REGULATORY MECHANISMS OF RAC-DEPENDENT DENDRITIC DEVELOPMENT AND PLASTICITY ABSTRACT Formation of a functional nervous system requires the proper development and remodeling of dendrites and dendritic spines, the primary sites of excitatory synapses in the brain. Rho family GTPases play critical roles in regulating these processes. In particular, the Rho GTPase Rac promotes dendritic arborization and the formation and maintenance of spines. Precise spatio-temporal regulation of Rac activity is essential for its function, since aberrant Rac signaling results in dendrite and spine abnormalities and cognitive disorders including mental retardation. Despite its importance, the mechanisms that regulate Rac signaling in neurons remain pooriy understood. We previously identified the Rac-specific activator Tiami as a critical regulator of dendrite, spine, and synapse development. We demonstrated that Tiami mediates both NMDA receptor-and EphB receptor-dependent spine development by coupling these receptors to Rac signaling pathways that control actin cytoskeletal remodeling and protein synthesis. Recently, we have also identified the Rac-specific inhibitor Bcr as a Tiami-interacting protein that blocks Tiami-induced Rac activation and actin remodeling. Overexpression and knockout experiments indicate that Bcr restricts the formation and growth of spines and dendrites. The complex between Tiami and Bcr may serve as an "on-off switch" for precisely regulating Rac signaling in neurons, which is essential for the proper formation and remodeling of spines, synapses, and dendrites. To test this hypothesis, we propose the following specific aims: 1) to determine the role of Bcr in restricting synapse development and dendritic growth; 2) to identify the mechanisms by which EphB and NMDA receptors regulate the Tiami-Bcr complex, and determine the consequences on Rac activation and synapse development; and 3) to elucidate the role of the Tiami-Bcr complex in regulating N-cadherinmediated synaptic adhesion. To address these questions, we will use a multifaceted approach employing a combination of molecular, cellular, biochemical, and high-resolution imaging techniques. Results from the proposed studies will provide critical insight into the fundamental mechanisms that regulate Rac activation and Rac-dependent synaptic and dendritic development in neurons, and help to elucidate how disruptions in Rac GTPase signaling give rise to cognitive disorders such as mental retardation.

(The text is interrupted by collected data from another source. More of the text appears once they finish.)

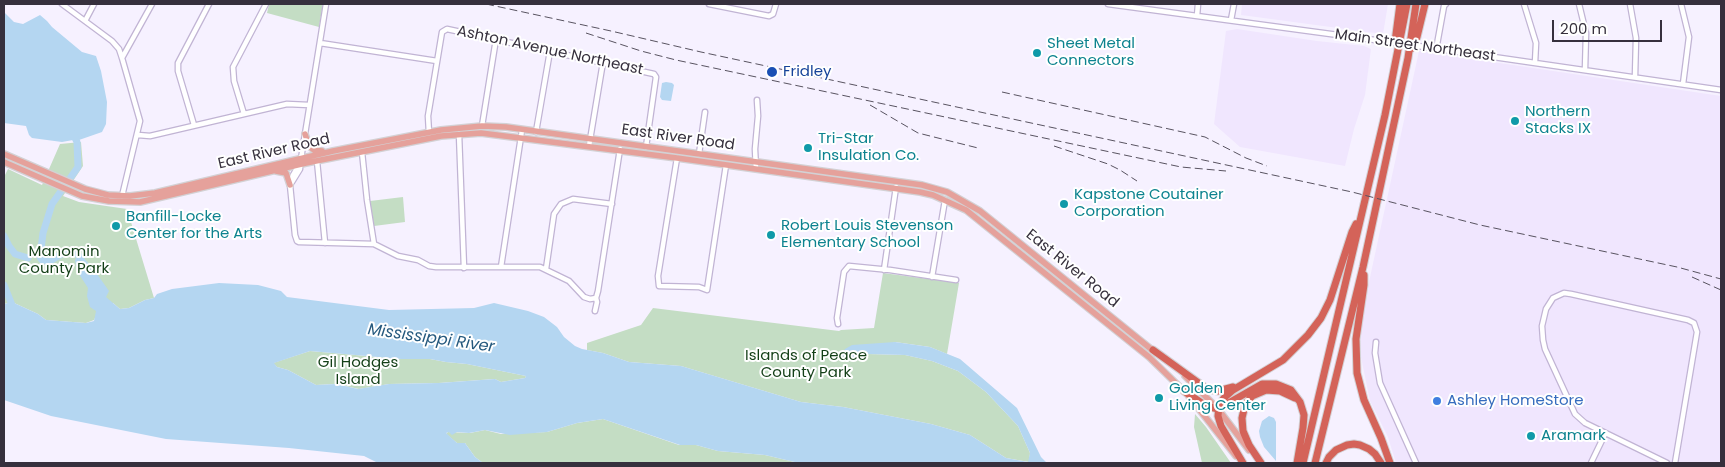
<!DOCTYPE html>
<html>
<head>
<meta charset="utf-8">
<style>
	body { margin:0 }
	#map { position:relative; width:1725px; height:467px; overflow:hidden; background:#f6f1ff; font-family:Poppins,sans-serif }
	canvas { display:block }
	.frame { position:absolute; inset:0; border:5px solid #36303d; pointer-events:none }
	.scale { position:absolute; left:1552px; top:20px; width:110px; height:22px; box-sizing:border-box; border:2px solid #36303d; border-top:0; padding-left:6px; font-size:15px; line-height:18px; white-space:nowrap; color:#36303d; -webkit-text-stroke:4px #fff; paint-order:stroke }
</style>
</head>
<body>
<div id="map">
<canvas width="1725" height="467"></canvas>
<div class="frame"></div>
<div class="scale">200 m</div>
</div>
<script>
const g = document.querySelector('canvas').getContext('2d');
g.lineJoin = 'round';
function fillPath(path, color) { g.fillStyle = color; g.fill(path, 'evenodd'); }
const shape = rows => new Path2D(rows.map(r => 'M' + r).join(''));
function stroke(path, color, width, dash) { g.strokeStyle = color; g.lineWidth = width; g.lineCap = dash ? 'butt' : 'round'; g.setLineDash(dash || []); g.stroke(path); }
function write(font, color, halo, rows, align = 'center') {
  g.font = font + ' Poppins,sans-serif'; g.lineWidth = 4; g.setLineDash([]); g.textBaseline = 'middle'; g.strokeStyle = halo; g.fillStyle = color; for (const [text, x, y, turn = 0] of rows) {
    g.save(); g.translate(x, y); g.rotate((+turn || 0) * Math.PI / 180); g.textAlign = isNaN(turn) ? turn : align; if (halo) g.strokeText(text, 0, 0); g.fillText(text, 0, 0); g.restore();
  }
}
fillPath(shape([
	[1242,4,1388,4,1383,34,1241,15],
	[1237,29,1317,41,1364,46,1371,49,1365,95,1354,129,1345,166,1240,147,1214,124,1226,31],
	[1419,51,1721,96,1721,463,1396,463,1388,437,1370,401,1361,357,1360,334,1364,305]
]), '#f0e6fe');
fillPath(shape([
	[269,4,323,4,319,27,267,13],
	[81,142,83,166,63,196,79,202,127,209,154,298,145,300,129,308,120,309,113,303,96,316,94,320,86,323,46,320,38,314,12,302,4,304,4,177,8,169,42,185,60,144],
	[403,197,405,222,374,226,370,201],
	[883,273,959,283,947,354,930,347,895,342,851,360,868,354,905,355,932,361,958,371,986,392,1018,426,1030,453,1029,462,1006,458,970,435,931,424,843,407,801,402,681,366,629,362,603,353,587,350,587,343,641,325,653,308,839,331,841,330,874,328],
	[310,351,401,359,430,359,446,362,467,364,526,376,525,378,501,382,495,379,439,383,389,384,359,389,336,384,316,385,288,370,277,367,273,363],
	[1195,414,1206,427,1231,463,1202,463,1194,427],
	[603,419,679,445,696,445,718,451,765,455,799,463,483,463,475,457,465,443,457,443,446,434,448,432,470,433,485,430,501,434,547,432,577,423]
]), '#c4ddc4');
fillPath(shape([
	[4,12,14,22,23,24,40,15,47,21,52,27,82,52,96,56,101,71,107,102,106,124,102,132,79,140,78,141,74,142,73,140,62,142,32,138,29,135,26,126,4,123],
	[666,82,672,83,674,85,671,101,662,100,660,97,662,83],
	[78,256,83,257,89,264,91,271,97,274,109,291,106,297,120,309,129,308,145,300,154,298,157,294,172,289,219,283,258,285,281,291,287,297,389,310,474,308,494,303,528,311,544,317,557,327,564,337,575,346,582,349,603,353,629,362,681,366,801,402,843,407,931,424,970,435,1006,458,1028,462,1030,453,1018,426,986,392,958,371,932,361,905,355,868,354,851,360,841,355,845,349,852,345,895,342,930,347,960,359,1017,408,1041,457,1047,463,799,463,765,455,718,451,696,445,680,445,603,419,577,423,547,432,510,435,485,430,469,433,457,432,452,435,449,432,446,433,457,443,465,443,475,457,483,463,378,463,364,456,289,448,166,439,51,416,4,400,4,304,12,302,38,314,46,320,86,323,94,321,96,311,90,307,87,296,88,288,77,271,75,260],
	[310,351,401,359,430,359,446,362,467,364,526,376,525,378,501,382,495,379,439,383,389,384,358,389,336,384,316,385,288,370,277,367,274,363],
	[1269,416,1274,418,1276,422,1276,461,1264,447,1260,437,1259,431,1262,421]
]), '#b4d6f1');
stroke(shape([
	[73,134,77,142,78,167,52,204,43,233,40,257,42,260,50,261,65,252,73,250,77,252,82,264],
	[4,236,9,246,15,254,28,258],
	[4,285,14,310]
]), '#b4d6f1', 7);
const minor = shape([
	[62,4,112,41,119,49,122,58,140,121,122,196],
	[709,4,769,16,773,14,776,4],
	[1108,4,1390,42],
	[1524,4,1536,43,1535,63],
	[1579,4,1586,33,1585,70],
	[1630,4,1636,38,1635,77],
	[1681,4,1689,37,1683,84],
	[1197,16,1198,4],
	[1231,20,1234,4],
	[85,21,94,4],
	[320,43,437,61],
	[1418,46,1721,90],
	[1436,50,1444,6,1446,4],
	[122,58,152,4],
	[244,114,234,81,233,67,266,4],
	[194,125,178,71,178,63,209,4],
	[482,126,496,39],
	[536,132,550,51],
	[429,133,428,116,442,32,447,29,654,74,656,77,646,147],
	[459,134,464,268],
	[138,135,150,136,287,104,309,105],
	[589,146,603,62],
	[362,152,367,200,374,244],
	[699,154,705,112],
	[677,158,658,276,659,286,699,287,707,290,726,165],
	[317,161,325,243],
	[299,165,293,175,290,185,295,235,297,241,299,242,374,244,398,256,418,260,429,266,436,267,540,267,569,281,584,297,590,299,596,298],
	[756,169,755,149,758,116,757,100],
	[292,182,300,169,300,165,326,4],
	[501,267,522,130],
	[546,269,554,214,561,204,573,199,612,204],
	[884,270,896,187],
	[932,277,945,200],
	[595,311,597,302,596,298,598,291,620,149],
	[838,324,837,318,844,272,849,266,890,270,956,280],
	[1376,342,1375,353,1380,383,1416,463],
	[1591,463,1605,434],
	[1667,463,1585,423,1575,414,1545,349,1543,340,1542,326,1546,309,1553,298,1564,293,1571,294,1688,320,1694,323,1697,332,1675,463]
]);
const major = shape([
	[305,134,309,146,314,150,322,151],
	[4,154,85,189,108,195,130,196,155,193,333,151,441,130,482,126,506,127,922,185,947,192,980,211,1156,353],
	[4,162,82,196,109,201,140,202,306,163,441,136,481,133,677,158,920,192,933,195,966,210,1149,357,1188,395,1236,456],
	[276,171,286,173,290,185],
	[1185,376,1218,409,1249,450]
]);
const highway = shape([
	[1395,42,1400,4],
	[1412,48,1417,37,1425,4],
	[1364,275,1364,285,1356,339,1357,373,1364,400,1381,438,1390,463],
	[1153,350,1207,389,1218,391,1233,387],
	[1184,391,1206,406,1218,409,1262,384,1276,384,1291,390,1300,402,1304,415,1303,428,1297,463],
	[1243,463,1221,426,1218,416,1219,405,1224,398,1233,390,1283,360,1308,335,1321,318,1330,300,1352,232,1356,224],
	[1261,463,1249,445,1243,431,1242,418,1245,405,1252,396,1266,390,1280,391,1295,398],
	[1303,463,1385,115,1407,4],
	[1315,463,1363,267,1408,58,1416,4],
	[1326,463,1329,457,1336,450,1347,445,1354,444,1360,445,1369,449,1375,454,1381,463]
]);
stroke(minor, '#c1b4d4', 7);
stroke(major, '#d3d1d4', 8);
stroke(highway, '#d3d1d4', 9);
stroke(minor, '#fff', 4.5);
stroke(major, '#e5a19b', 5.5);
stroke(highway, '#d46359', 7);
stroke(shape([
	[486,4,611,31,701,52,1352,192,1480,225,1677,267,1721,279],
	[586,33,641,51,676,60,1181,167,1226,171],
	[1002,92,1205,137,1246,158,1267,166],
	[870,105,918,133,978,148],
	[1054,146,1108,164,1120,170,1137,181],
	[1692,277,1721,290]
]), '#585360', 1, [8, 4]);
const minorBridge = shape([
	[1390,42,1418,46]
]);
stroke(minorBridge, '#c1b4d4', 7, []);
stroke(minorBridge, '#fff', 4.5);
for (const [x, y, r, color] of [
	[1037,53,5,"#0f9aa8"],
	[772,72,6,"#1a4fb4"],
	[1515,121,5,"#0f9aa8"],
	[808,148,5,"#0f9aa8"],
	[1064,204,5,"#0f9aa8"],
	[116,226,5,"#0f9aa8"],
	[771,235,5,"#0f9aa8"],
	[1159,398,5,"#0f9aa8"],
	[1437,401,5,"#3f7fe0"],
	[1531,436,5,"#0f9aa8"]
]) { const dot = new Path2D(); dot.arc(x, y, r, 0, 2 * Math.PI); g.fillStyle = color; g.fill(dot); stroke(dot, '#fff', 2); }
write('15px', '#0d838f', '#fff', [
	["Sheet Metal",1047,44],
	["Connectors",1047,61],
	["Northern",1525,112],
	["Stacks IX",1525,129],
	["Tri-Star",818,139],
	["Insulation Co.",818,156],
	["Kapstone Coutainer",1074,195],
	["Corporation",1074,212],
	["Banfill-Locke",126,217],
	["Center for the Arts",126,234],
	["Robert Louis Stevenson",781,226],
	["Elementary School",781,243],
	["Golden",1169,389],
	["Living Center",1169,406],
	["Aramark",1541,436]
], 'left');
write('15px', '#36303d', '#fff', [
	["Main Street Northeast",1415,46,8],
	["Ashton Avenue Northeast",550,51,12],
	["East River Road",678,138,8],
	["East River Road",274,152,-13],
	["East River Road",1072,269,39]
]);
write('15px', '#164399', '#fff', [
	["Fridley",783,72]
], 'left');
write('15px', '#133f17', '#fff', [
	["Manomin",64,252],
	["County Park",64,269],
	["Islands of Peace",806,356],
	["County Park",806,373],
	["Gil Hodges",358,363],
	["Island",358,380]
]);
write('15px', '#366cbe', '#fff', [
	["Ashley HomeStore",1447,401]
], 'left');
write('italic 16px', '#25597e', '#fff', [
	["Mississippi River",431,339,8]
]);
</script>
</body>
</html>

RAC依赖性树突发展的监管机制和 可塑性 抽象的 功能神经系统的形成需要对树突的适当发展和重塑， 树突状刺，大脑兴奋性突触的主要部位。 Rho Family GTPases在 调节这些过程。特别是，Rho GTPase RAC促进了树突状树皮化和 刺的形成和维护。 RAC活动的精确时空调节对于其 功能，因为异常的RAC信令导致树突和脊柱异常和认知障碍 包括智力低下。尽管其重要性，但调节RAC信号的机制在神经元中 保持贫困。我们先前以前将RAC特异性激活剂Tiami确定为关键调节剂 树突，脊柱和突触发育。我们证明了Tiami介导了两个NMDA受体，并且 通过将这些受体耦合到RAC信号通路，EPHB受体依赖性脊柱发育 控制肌动蛋白细胞骨架重塑和蛋白质合成。最近，我们还确定了RAC特定的 抑制剂BCR作为tiami相互作用的蛋白质，可阻断tiami诱导的RAC激活和肌动蛋白重塑。 过表达和敲除实验表明，BCR限制了刺和生长的形成和生长 树突。 Tiami和BCR之间的复合物可以用作精确调节RAC的“开关开关” 神经元中的信号传导，这对于刺，突触和重塑的正确形成和重塑至关重要 树突。为了检验这一假设，我们提出以下特定目的：1）确定BCR在 限制突触的发展和树突生长； 2）确定EPHB和EPHB的机制 NMDA受体调节tiami-BCR复合物，并确定对RAC激活的后果和 突触发展； 3）阐明tiami-BCR复合物在调节N-辅助介导的作用 突触粘附。为了解决这些问题，我们将使用一种多方面的方法 分子，细胞，生化和高分辨率成像技术的组合。结果 拟议的研究将对调节RAC激活和 依赖RAC的神经元中的突触和树突状发展，并有助于阐明RAC中的破坏 GTPase信号传导引起了认知障碍，例如智力障碍。